= Information given =
########

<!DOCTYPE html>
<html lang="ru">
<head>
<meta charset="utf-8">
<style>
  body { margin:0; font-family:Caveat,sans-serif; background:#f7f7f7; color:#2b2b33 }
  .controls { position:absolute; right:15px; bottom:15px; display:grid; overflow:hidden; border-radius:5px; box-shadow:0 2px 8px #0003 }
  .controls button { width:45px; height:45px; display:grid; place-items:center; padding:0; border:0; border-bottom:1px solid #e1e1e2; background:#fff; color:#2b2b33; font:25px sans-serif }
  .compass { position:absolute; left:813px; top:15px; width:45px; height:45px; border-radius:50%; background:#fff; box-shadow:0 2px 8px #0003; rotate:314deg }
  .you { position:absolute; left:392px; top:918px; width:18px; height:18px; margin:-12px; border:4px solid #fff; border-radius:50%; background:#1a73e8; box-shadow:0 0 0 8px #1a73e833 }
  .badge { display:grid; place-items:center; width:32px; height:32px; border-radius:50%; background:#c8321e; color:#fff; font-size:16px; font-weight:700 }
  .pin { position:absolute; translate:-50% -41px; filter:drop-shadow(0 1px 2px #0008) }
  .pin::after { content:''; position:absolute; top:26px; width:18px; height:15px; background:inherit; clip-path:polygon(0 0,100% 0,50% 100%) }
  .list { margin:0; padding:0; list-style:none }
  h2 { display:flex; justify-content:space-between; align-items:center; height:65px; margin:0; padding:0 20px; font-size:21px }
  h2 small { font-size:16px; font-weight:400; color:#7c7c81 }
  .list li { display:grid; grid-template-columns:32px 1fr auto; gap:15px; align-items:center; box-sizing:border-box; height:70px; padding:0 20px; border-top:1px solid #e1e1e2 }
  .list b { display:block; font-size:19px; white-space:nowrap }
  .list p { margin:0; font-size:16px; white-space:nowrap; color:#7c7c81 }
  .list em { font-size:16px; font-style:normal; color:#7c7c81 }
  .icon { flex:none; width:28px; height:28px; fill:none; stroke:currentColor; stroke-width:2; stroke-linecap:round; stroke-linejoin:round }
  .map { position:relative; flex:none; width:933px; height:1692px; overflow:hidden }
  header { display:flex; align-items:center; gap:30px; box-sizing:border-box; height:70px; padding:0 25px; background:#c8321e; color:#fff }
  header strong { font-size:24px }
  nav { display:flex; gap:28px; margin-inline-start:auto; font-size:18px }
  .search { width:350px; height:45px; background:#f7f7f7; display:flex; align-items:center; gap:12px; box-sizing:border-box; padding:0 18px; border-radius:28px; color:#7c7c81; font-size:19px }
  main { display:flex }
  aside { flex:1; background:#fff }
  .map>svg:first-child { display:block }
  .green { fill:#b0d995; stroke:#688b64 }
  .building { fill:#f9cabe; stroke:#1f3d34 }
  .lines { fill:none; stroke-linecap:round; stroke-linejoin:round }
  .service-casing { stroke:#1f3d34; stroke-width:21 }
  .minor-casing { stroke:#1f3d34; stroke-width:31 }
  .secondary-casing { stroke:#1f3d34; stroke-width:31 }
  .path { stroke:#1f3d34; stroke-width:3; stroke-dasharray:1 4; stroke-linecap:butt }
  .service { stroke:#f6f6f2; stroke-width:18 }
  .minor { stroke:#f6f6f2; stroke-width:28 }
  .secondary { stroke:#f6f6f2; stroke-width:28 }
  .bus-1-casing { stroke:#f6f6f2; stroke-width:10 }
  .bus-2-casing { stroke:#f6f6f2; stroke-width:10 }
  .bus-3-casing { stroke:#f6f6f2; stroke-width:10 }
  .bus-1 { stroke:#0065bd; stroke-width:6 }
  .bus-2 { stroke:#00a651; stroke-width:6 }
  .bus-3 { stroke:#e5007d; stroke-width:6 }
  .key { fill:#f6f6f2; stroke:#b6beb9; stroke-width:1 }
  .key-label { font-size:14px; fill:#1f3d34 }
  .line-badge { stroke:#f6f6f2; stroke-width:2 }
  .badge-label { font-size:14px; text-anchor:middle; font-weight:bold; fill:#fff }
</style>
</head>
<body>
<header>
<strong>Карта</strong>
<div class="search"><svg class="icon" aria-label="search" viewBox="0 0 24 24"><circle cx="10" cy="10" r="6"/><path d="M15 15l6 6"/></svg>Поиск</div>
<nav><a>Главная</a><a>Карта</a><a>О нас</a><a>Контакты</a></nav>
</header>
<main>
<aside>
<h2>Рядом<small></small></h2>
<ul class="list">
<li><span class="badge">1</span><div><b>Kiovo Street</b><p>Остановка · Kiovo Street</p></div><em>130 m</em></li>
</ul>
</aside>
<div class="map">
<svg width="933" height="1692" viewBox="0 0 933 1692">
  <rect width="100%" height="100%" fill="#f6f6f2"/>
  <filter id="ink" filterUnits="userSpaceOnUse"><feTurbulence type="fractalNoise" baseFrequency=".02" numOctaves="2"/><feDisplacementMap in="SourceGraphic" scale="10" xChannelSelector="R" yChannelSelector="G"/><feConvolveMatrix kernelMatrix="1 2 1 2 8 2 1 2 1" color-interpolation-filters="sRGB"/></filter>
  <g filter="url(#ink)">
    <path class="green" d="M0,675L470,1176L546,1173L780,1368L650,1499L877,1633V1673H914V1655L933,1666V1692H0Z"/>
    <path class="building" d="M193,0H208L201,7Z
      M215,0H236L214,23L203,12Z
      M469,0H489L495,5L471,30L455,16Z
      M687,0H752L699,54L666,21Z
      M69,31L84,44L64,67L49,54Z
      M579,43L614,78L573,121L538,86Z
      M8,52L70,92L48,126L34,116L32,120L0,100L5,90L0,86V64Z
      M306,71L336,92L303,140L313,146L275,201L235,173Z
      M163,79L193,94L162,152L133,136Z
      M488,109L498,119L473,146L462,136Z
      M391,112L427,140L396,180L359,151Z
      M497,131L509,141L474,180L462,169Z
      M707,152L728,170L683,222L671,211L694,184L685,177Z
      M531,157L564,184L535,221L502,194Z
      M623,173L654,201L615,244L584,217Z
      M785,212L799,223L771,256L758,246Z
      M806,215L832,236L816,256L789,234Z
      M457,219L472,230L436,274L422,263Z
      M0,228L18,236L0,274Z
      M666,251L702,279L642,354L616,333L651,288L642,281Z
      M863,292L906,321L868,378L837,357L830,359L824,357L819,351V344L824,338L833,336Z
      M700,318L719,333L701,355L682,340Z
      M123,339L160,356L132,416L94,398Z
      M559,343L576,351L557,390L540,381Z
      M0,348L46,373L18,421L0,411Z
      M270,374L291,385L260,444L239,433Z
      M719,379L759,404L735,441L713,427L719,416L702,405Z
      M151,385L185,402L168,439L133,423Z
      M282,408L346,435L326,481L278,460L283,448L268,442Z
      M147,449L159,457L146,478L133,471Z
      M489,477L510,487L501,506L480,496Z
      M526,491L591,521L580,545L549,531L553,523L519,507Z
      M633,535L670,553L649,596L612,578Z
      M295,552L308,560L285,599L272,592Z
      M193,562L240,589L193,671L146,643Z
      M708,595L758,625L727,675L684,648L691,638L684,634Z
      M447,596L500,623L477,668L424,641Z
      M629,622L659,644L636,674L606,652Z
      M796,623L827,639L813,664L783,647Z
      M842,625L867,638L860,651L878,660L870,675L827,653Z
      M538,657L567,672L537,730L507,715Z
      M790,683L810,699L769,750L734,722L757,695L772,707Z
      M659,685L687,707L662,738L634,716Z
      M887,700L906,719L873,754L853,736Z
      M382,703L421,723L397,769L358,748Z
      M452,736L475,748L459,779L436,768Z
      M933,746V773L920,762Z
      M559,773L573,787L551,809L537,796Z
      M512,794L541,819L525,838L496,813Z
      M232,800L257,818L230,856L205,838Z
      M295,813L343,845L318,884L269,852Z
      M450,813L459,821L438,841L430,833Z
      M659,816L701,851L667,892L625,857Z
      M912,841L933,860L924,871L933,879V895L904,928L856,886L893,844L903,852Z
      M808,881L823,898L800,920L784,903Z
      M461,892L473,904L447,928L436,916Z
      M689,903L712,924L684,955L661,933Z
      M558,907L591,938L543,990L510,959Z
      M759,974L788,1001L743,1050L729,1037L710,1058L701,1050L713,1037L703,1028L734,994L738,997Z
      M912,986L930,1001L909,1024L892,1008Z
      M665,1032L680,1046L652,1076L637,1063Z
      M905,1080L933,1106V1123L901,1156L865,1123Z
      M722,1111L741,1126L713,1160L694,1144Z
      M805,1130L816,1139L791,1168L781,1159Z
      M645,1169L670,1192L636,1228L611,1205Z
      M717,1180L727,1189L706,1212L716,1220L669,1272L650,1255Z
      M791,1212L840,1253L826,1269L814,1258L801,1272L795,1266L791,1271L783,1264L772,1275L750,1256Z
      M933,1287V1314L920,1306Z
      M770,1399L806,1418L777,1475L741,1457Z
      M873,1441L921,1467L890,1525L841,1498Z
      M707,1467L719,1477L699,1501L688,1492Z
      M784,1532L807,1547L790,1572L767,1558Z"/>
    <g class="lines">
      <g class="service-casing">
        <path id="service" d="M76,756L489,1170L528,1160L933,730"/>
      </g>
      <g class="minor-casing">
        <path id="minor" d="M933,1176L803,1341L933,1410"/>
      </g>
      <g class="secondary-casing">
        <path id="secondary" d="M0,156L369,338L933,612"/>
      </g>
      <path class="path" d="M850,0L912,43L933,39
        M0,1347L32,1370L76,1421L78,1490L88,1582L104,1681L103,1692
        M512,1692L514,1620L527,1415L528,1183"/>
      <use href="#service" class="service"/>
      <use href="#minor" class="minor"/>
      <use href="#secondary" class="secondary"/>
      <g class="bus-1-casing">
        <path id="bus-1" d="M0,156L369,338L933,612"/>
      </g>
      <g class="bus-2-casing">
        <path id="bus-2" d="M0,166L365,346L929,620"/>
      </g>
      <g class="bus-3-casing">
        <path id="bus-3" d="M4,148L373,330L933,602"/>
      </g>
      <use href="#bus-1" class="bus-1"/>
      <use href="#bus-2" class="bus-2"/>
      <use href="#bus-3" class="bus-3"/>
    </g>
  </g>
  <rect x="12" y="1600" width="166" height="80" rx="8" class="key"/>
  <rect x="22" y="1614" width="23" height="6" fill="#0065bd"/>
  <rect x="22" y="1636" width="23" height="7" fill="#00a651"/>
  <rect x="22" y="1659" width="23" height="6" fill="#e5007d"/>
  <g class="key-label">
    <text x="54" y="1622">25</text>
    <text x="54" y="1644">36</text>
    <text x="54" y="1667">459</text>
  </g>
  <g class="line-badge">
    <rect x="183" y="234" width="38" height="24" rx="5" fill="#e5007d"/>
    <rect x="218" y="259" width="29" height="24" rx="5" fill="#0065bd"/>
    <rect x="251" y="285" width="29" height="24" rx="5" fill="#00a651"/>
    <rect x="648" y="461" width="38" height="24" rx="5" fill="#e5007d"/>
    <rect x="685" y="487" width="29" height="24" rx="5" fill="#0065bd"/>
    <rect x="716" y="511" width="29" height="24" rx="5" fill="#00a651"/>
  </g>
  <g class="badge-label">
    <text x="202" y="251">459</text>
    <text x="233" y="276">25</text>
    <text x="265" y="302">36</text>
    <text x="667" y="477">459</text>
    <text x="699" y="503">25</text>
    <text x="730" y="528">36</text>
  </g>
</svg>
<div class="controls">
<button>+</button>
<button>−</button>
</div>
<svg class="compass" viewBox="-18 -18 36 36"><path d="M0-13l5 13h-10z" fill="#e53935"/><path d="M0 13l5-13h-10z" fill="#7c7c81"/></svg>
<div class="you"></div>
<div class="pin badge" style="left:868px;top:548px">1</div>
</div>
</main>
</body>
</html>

########

= What is required =
From the entries above, pull out each line that includes "controls".

= Written answer =
  .controls { position:absolute; right:15px; bottom:15px; display:grid; overflow:hidden; border-radius:5px; box-shadow:0 2px 8px #0003 }
  .controls button { width:45px; height:45px; display:grid; place-items:center; padding:0; border:0; border-bottom:1px solid #e1e1e2; background:#fff; color:#2b2b33; font:25px sans-serif }
<div class="controls">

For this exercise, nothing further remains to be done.